Читать «Нерон» онлайн - страница 107

Игорь Олегович Князький

Признать убийство рабом хозяина правым делом? Нет, такого почтенные римляне вынести не могли.

Далее оратор обращался к исторической памяти, к заветам и обычаям предков, что для римлян всегда было особо значимо и часто служило руководством к действию:

«Душевные свойства рабов внушали подозрение нашим предкам и в те времена, когда они рождались среди тех же полей и в тех же домах, что мы сами, и с младенчества воспитывались в любви к своим господам. Но после того как мы стали владеть рабами из множества племен и народов, у которых отличные от наших обычаи, которые поклоняются иноземным святыням или не чтят никаких, этот сброд не обуздать иначе, как устрашениями. Но погибнут некоторые безвинные? Когда каждого десятого из бежавших с поля сражения засекают палками насмерть, жребий падает порою и на отважного. И вообще, всякое примерное наказание, распространяемое на многих, заключает в себе долю несправедливости, которая, являясь злом для отдельных лиц, возмещается общественной пользой».

Заключительное рассуждение Гая Кассия Лонгина об общественной пользе массового наказания, не исключающего гибели и ряда безвинных, хорошо укладывается в пословицу, возникшую в иные времена и в очень далекой от Рима стране: «Лес рубят — щепки летят».

Речь потомка убийцы Цезаря произвела на отцов отечества должное впечатление. Сенат принял решение о казни рабов Педания Секунда. Но тут выяснилось, что население Рима вовсе не разделяет решимость верных заветам предков верхов. На улицах и площадях Рима собралась целая толпа, сочувствующая невинным жертвам чужого преступления, пусть они и были рабского состояния. Демонстрация грозила перерасти в бунт — в толпе многие готовы был взяться за камни и факелы. Положение спас Нерон. Он издал специальный указ, в котором жестоко разбранил тех, кто не желает повиноваться закону и, главное, велел выставить воинские заслоны на всем пути следования осужденных к месту казни.

Чем руководствовался император? Едва ли почтением к закону и уважением к сенату. И то и другое ему всегда были в тягость. Но император, уступающий воле мятущейся черни? Испугавшийся угрозы бунта? Это было бы вопиющим признанием слабости, как собственной, так и власти верховной вообще. Здесь Нерон не мог пойти на уступку. Возможно, и опытные советники Бурр с Сенекой подсказали ему, как должно действовать. Цезарь обязан был продемонстрировать всем решимость в отстаивании незыблемости даже самых суровых законов.
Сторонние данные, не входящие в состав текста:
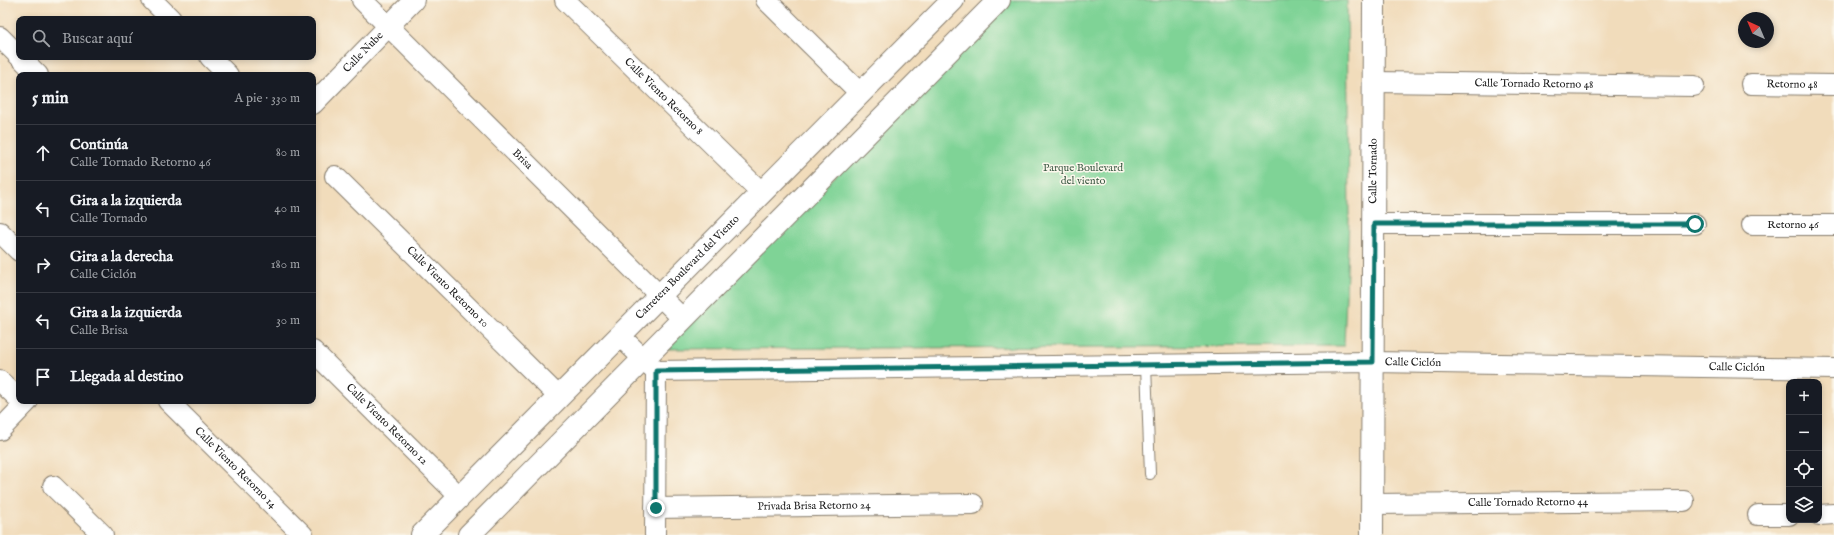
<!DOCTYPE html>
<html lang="es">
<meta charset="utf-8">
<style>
body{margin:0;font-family:"IM FELL English",serif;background:#20242c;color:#f1f3f6}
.controls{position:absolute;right:12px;bottom:12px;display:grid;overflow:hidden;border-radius:8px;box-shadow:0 2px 6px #0003}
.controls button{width:36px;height:36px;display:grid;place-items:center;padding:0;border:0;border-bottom:1px solid #363941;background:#171b24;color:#f1f3f6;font:20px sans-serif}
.compass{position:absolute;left:1738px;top:12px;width:36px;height:36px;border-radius:50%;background:#171b24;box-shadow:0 2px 6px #0003;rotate:316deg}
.stop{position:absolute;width:12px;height:12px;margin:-9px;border:3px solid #0f766e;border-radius:50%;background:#fff}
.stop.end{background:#0f766e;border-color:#fff;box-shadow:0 1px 4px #0008}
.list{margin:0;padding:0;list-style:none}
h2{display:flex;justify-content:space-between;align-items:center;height:52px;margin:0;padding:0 16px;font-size:17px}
h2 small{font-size:13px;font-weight:400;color:#9ea1a6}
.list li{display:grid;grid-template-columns:26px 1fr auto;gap:12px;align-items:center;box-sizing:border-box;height:56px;padding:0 16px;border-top:1px solid #363941}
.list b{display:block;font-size:15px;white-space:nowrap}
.list p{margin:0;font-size:13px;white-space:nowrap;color:#9ea1a6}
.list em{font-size:13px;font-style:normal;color:#9ea1a6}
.icon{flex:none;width:22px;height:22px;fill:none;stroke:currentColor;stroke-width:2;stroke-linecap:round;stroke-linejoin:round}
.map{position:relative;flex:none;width:1834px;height:535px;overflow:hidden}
.search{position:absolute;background:#171b24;box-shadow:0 2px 6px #0003;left:16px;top:16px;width:300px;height:44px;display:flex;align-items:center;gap:10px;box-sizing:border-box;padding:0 14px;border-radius:8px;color:#9ea1a6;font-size:15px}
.panel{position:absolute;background:#171b24;box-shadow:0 2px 6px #0003;left:16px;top:72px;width:300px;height:332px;border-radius:8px}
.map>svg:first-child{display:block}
.green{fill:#7fd396;stroke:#4e7859}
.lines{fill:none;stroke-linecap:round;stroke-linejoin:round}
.lane-casing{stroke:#867c6c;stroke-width:12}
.street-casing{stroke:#867c6c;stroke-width:22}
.secondary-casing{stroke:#867c6c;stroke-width:24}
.lane{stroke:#fff;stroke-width:10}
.street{stroke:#fff;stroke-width:20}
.secondary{stroke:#fff;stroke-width:22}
.route{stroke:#0f766e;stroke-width:5}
.labels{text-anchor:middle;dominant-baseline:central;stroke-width:3;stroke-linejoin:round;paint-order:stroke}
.street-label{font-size:11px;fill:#1c1c1c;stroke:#fbf7ec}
.park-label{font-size:11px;fill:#3f5c47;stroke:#fbf7ec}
</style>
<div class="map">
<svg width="1834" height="535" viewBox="0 0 1834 535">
<rect width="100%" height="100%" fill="#fbf7ec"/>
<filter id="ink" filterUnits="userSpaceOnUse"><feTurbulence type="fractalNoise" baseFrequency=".025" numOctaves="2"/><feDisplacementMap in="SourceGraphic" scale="8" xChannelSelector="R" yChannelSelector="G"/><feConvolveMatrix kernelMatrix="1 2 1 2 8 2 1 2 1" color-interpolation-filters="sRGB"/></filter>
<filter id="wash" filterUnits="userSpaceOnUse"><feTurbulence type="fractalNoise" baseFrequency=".012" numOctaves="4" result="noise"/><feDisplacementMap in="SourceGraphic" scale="16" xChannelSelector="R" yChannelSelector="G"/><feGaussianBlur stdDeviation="0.9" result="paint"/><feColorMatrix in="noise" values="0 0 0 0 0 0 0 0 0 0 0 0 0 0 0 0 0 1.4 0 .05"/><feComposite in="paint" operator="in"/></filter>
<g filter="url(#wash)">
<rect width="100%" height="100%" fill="#f1dcbb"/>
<path class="green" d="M1011,0H1347L1349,219L1344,346L663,349Z"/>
</g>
<g filter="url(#ink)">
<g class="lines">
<g class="lane-casing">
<path id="lane" d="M1146,365L1150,474"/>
</g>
<g class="street-casing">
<g id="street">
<path d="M152,0L171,19"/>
<path id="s1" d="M362,0L683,319"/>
<path id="s2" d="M565,0L762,193"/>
<path d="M766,0L860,93"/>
<path d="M0,37L19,56"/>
<path d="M20,57L38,75"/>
<path d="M210,57L228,75"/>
<path id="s3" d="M1374,82L1694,86"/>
<path id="s4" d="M1751,84L1834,85"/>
<path id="s5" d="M313,104L414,0"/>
<path id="s6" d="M335,176L559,397"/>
<path d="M1374,224H1695"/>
<path id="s7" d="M1752,225H1834"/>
<path d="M0,232L19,251"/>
<path d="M620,336L656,371L655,535"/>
<path id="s8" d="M313,351L460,497"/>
<path id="s9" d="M656,371L1373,362L1834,369"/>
<path d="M0,381L19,399"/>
<path id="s10" d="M168,401L303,535"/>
<path d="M0,430L28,401"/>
<path d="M53,486L103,535"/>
<path id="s11" d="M1373,504L1684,501"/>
<path id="s12" d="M655,508L973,504"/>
<path d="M1758,515H1789"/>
<path d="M1819,515L1834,514"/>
</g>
</g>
<g class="secondary-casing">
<g id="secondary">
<path id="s13" d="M422,535L953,0"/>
<path d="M469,535L999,0"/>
<path id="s14" d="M1372,535L1374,0"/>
</g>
</g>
<use href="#lane" class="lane"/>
<use href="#street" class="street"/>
<use href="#secondary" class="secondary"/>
</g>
</g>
<g class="lines" filter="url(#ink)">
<path class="route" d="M656,508V371L1373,362L1374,224H1695"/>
</g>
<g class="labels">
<g class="street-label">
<text stroke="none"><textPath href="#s5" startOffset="72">Calle Nube</textPath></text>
<text stroke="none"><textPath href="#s3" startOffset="160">Calle Tornado Retorno 48</textPath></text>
<text stroke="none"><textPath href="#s4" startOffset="41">Retorno 48</textPath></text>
<text stroke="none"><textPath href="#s2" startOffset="138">Calle Viento Retorno 8</textPath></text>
<text stroke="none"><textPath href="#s1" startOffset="226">Brisa</textPath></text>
<text stroke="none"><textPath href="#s14" startOffset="364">Calle Tornado</textPath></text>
<text stroke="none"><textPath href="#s7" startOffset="41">Retorno 46</textPath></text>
<text stroke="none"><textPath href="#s13" startOffset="377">Carretera Boulevard del Viento</textPath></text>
<text stroke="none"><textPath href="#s6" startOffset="158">Calle Viento Retorno 10</textPath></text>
<text stroke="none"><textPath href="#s9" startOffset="757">Calle Ciclón</textPath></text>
<text stroke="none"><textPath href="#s9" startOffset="1081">Calle Ciclón</textPath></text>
<text stroke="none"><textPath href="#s8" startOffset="104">Calle Viento Retorno 12</textPath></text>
<text stroke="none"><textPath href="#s10" startOffset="95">Calle Viento Retorno 14</textPath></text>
<text stroke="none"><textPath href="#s11" startOffset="155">Calle Tornado Retorno 44</textPath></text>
<text stroke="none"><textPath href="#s12" startOffset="159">Privada Brisa Retorno 24</textPath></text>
</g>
<g class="park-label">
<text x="1083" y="168">Parque Boulevard<tspan x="1083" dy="13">del viento</tspan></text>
</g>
</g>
</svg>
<div class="controls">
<button>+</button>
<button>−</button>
<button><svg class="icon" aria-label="locate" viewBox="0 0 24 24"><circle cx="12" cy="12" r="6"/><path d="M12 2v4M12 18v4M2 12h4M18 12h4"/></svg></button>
<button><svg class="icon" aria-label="layers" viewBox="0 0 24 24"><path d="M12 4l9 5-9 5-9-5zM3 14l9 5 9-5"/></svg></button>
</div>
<svg class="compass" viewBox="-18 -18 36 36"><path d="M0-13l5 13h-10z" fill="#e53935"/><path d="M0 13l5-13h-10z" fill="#9ea1a6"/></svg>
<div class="stop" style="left:1695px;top:224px"></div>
<div class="stop end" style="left:656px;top:508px"></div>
<div class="search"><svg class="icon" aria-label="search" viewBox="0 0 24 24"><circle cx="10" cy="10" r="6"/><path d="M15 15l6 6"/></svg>Buscar aquí</div>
<section class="panel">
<h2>5 min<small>A pie · 330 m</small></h2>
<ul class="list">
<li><svg class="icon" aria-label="ahead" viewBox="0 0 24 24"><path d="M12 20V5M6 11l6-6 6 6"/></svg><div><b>Continúa</b><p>Calle Tornado Retorno 46</p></div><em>80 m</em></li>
<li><svg class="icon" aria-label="left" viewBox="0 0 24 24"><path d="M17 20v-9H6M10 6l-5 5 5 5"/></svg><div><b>Gira a la izquierda</b><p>Calle Tornado</p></div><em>40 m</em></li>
<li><svg class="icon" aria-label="right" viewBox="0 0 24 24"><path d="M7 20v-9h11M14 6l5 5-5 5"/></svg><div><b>Gira a la derecha</b><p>Calle Ciclón</p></div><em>180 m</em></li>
<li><svg class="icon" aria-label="left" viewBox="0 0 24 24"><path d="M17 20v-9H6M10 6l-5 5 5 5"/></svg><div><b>Gira a la izquierda</b><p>Calle Brisa</p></div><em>30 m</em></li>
<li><svg class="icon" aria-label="arrive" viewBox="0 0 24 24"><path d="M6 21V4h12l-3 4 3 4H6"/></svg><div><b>Llegada al destino</b></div></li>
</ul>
</section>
</div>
Напомним, «суров закон, но закон» — вот краеугольный камень правового мышления истинного римлянина. Конечно, едва ли Нерон действовал здесь по убеждению. Тут уместно вспомнить другую поговорку времен позднейших: «Noblesse oblige» — «Положение обязывает». Чем Нерон решительно отличался от иных тиранов всех времен и народов, так это нелюбовью к казням и отвращением к кровопролитию, во всяком случае, к созерцанию такового. Его беспощадность относилась к тем, кто был, а порой просто казался опасным для его власти. Но здесь отказ от казни рабов выглядел бы как испуг власти перед угрожающей мятежом толпой, что было для принцепса делом действительно опасным. Потому, проявляя решимость, Нерон показывал всем силу своей власти, а сенат должен был в очередной раз понять, что его постановление проводится в жизнь лишь потому, что его решительными мерами поддержал император.